Kenya company law: Positions of directors of a company

(a)        Directors as agents

The directors are elected representatives of shareholders.  They are in the eyes of law agents of the company and the general principles of agency regulate in most cases, the relationship between the company and its directors.

The directors are more than agents- they have in certain matters, independent powers.  They are not bound to consult shareholders in all maters.  Power vested with directors, they and they alone can exercise these powers.

(b)       Directors are not personally liable as agents

Where the directors of a company act on its behalf, they are personally liable for contracts which they make provided they act within the scope of their authority and they do not make contracts in their personal names.
It was held that “whenever an agent is liable, directors would be liable, where the principal would be liable; the liability is the liability of the company”.
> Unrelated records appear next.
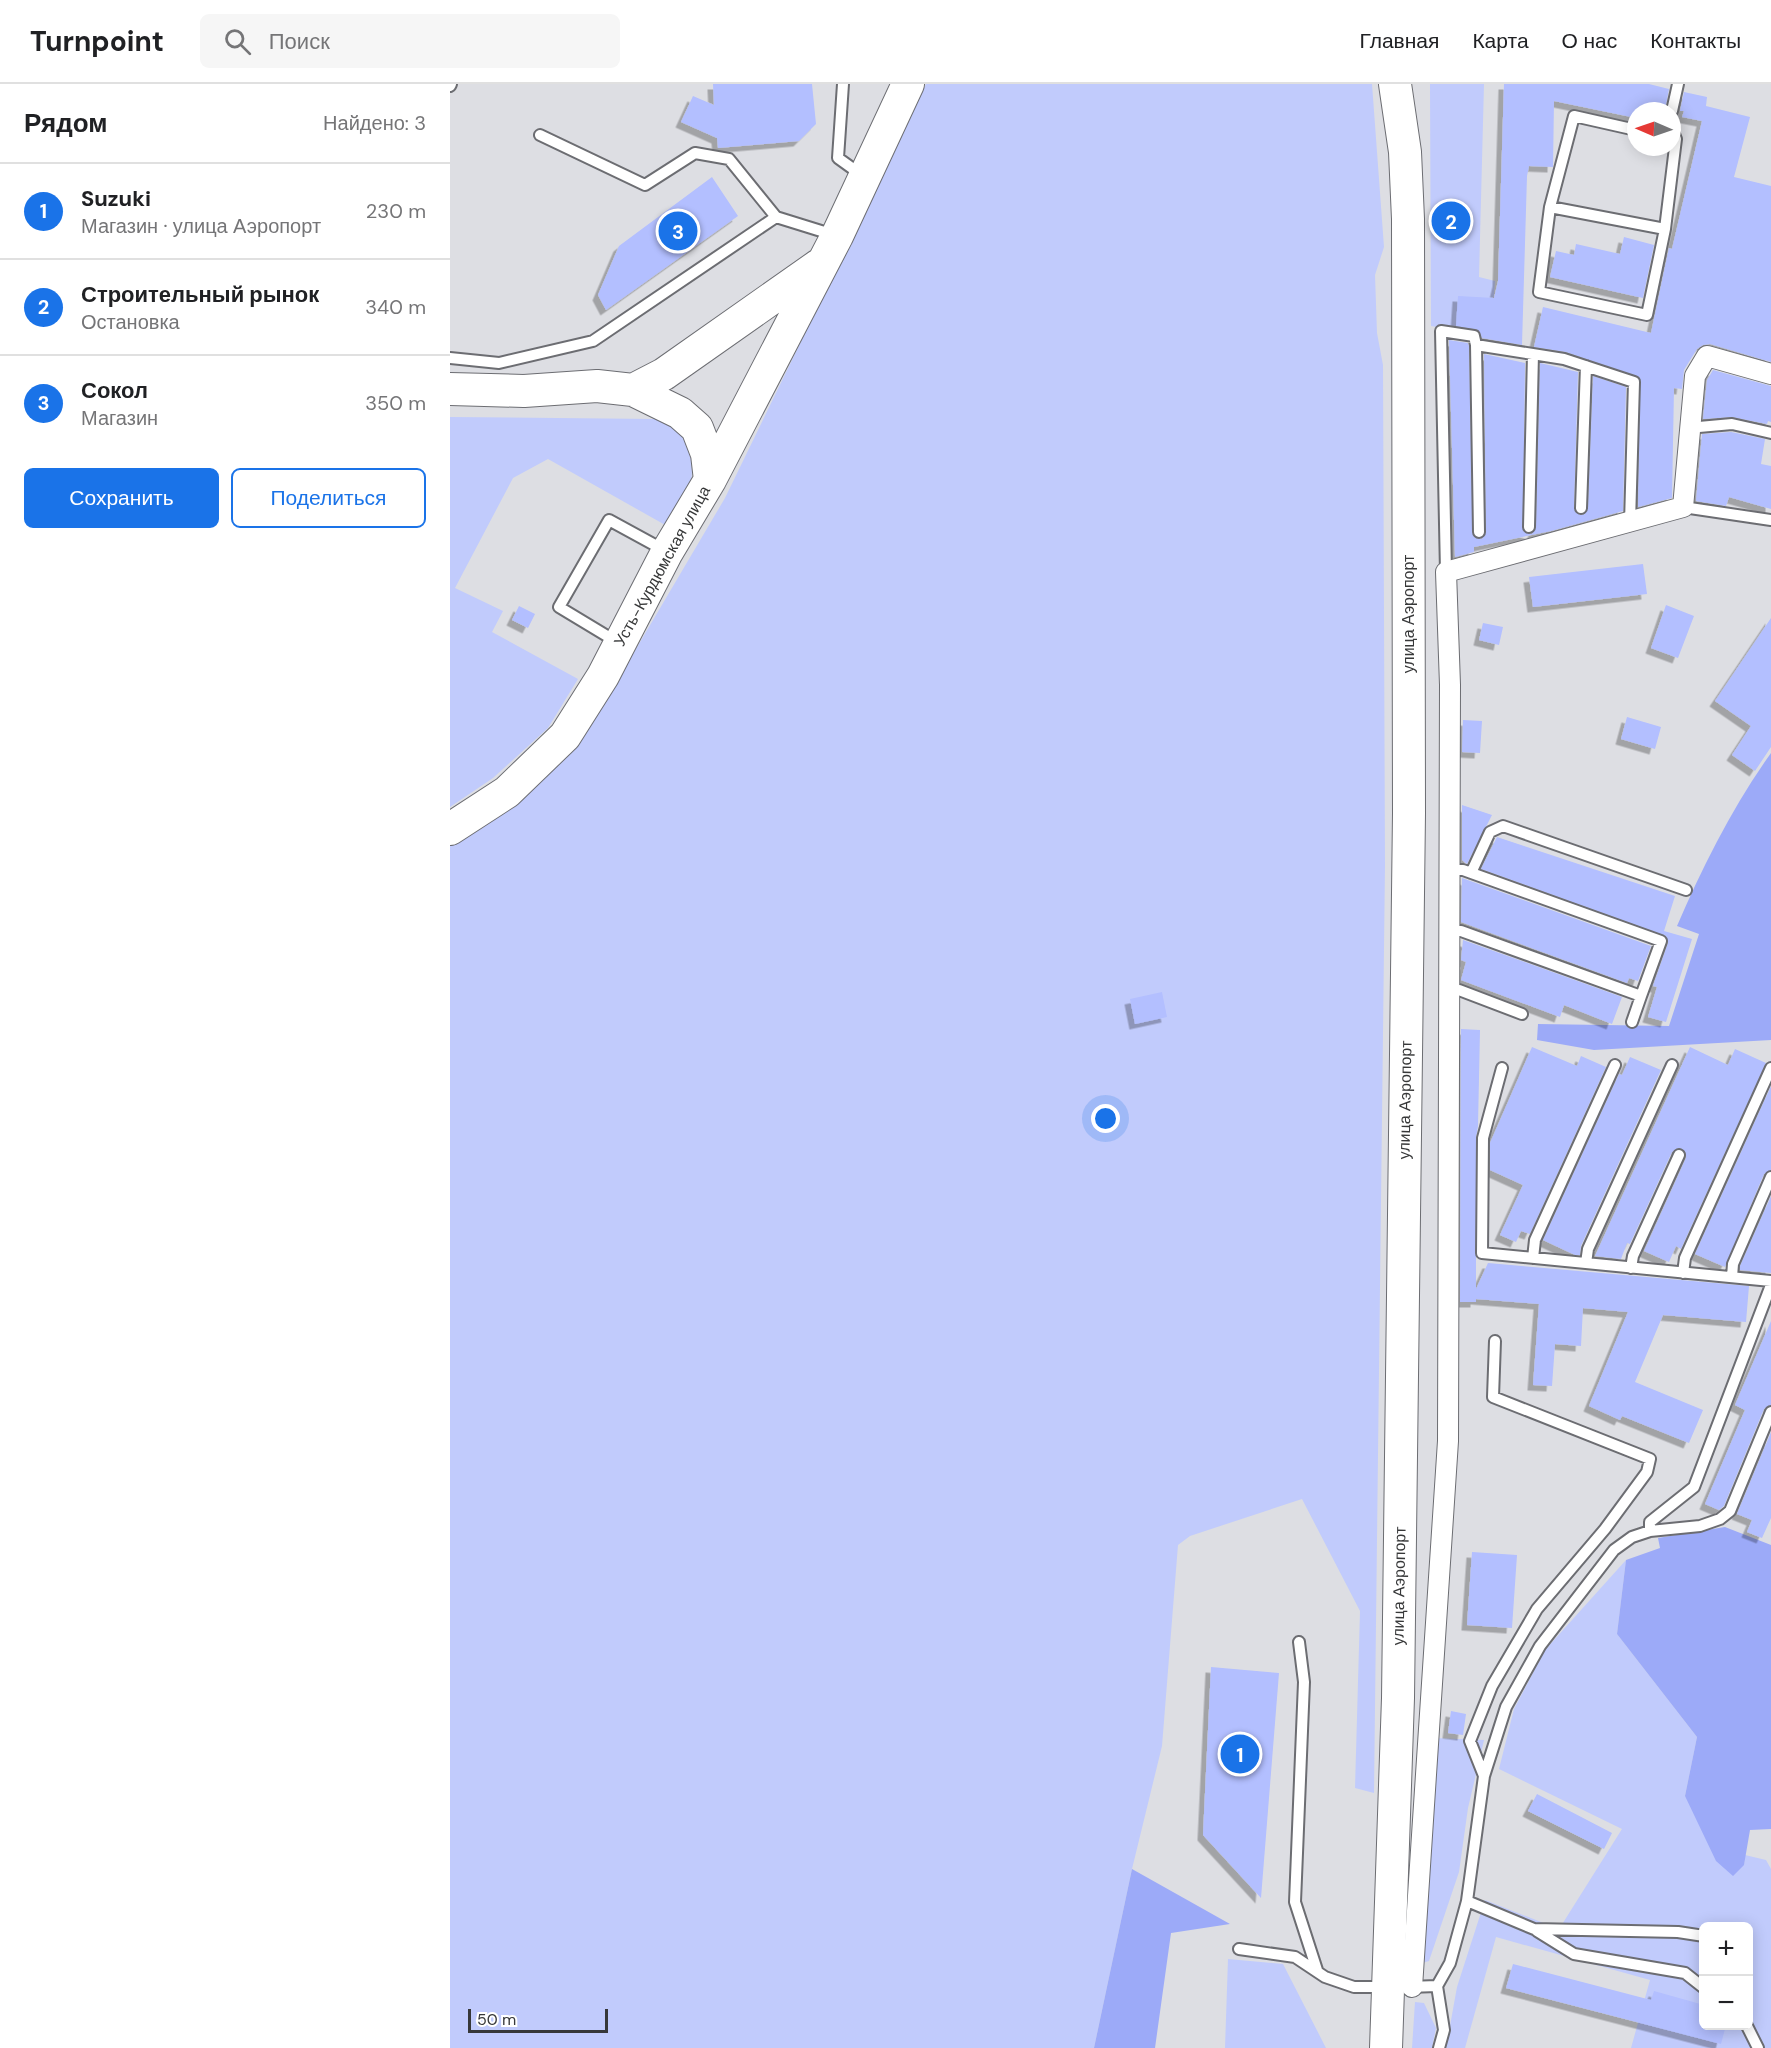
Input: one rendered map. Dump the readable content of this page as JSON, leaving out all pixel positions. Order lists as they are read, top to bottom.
{
  "streets": {
    "main road": ["Усть-Курдюмская улица", "улица Аэропорт"]
  },
  "scale_bar": "50 m",
  "north": "left",
  "page": {
    "header": "Turnpoint",
    "search": "Поиск",
    "nav": [
      "Главная",
      "Карта",
      "О нас",
      "Контакты"
    ],
    "heading": ["Рядом", "Найдено: 3"],
    "list": [
      {
        "mark": "1",
        "name": "Suzuki",
        "note": "Магазин · улица Аэропорт",
        "value": "230 m"
      },
      {
        "mark": "2",
        "name": "Строительный рынок",
        "note": "Остановка",
        "value": "340 m"
      },
      {
        "mark": "3",
        "name": "Сокол",
        "note": "Магазин",
        "value": "350 m"
      }
    ],
    "pins": ["2", "3", "1"],
    "buttons": ["Сохранить", "Поделиться"],
    "map_buttons": ["+", "−"],
    "scale": "50 m"
  }
}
The directors are personally liable when:-
(i)                 The contract is in their names
(ii)               They use the company name incorrectly e.g. by omitting the words Ltd & Plv. Ltd.
(iii)             The contract is signed in such a way that it is not clear whether it is the agent or principal who signed it.
(iv)             They exceed the powers given to them by memorandum and articles of association.
(c)        Directors as Employees

Although directors are agents of the company, they are not employees or servants of the company for being entitled to privileges and benefits which are granted under the company’s Act to employees but there is nothing to prevent a director from being a servant of the company under a special contract of service, which he may enter into with the company.
Palmer’s statement gives an insight into this matter. He states that, “Directors are not as such employees of the company or employed by the company nor they are servants of the company or members of its staff.  A director can, however hold salaried employment or an office in addition to that of his directorship which may for this purpose make him an employee or servant and in such a case, he would enjoy any right given to employees as such but his directorship and his rights through that directorship are quite separate from his rights as employee”.
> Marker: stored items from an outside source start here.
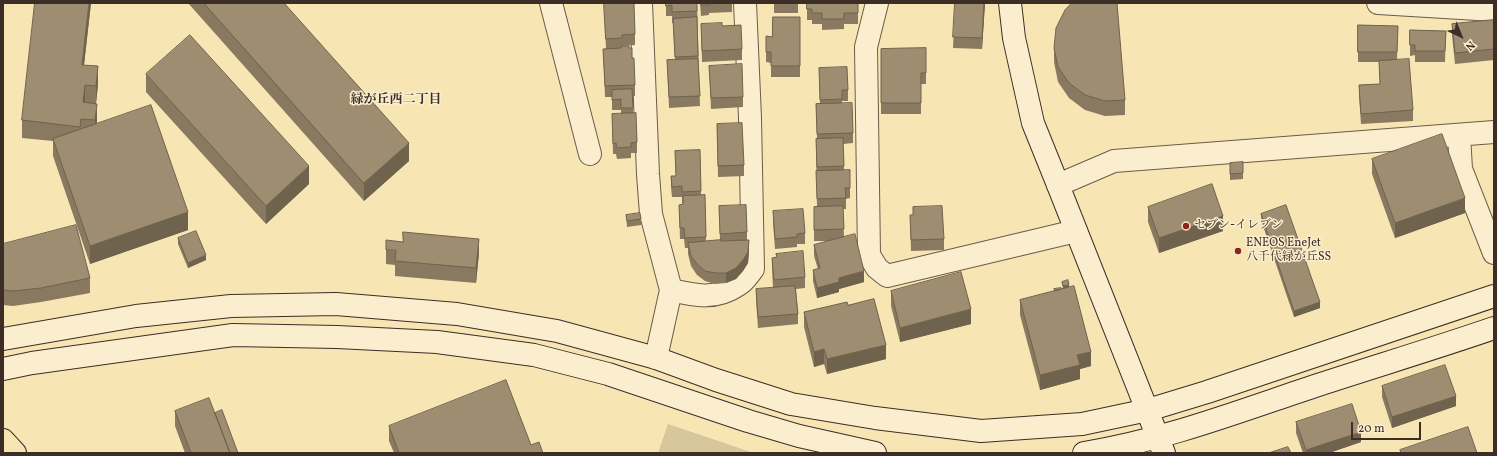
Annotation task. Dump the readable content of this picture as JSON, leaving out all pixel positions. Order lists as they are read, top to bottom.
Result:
{
  "districts": ["緑が丘西二丁目"],
  "places": ["セブン-イレブン", "ENEOS EneJet 八千代緑が丘SS"],
  "scale_bar": "20 m",
  "north": "bottom right"
}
(d)       Directors as Trustees

Directors are treated as trustees of the company’s property and money and of the powers entrusted to them.

Directors are the trustees of the company’s money and property in the sense that they must account for all the company’s money and property to refund to the company any of its money or property which have been impropriety paid, that is, not to pay dividends out of capital. Company property includes confidential information and beneficial contracts meant for the company.

The following points in regard to confidential information are worth noting:-
(i)                 The information itself must be confidential- nothing public.
(ii)               The information must have been communicated to the directors or it has reached them in circumstances obliging them to treat it as confidential.
(iii)             The directors must have made an unauthorized use of that information, for example, converting it to their own use.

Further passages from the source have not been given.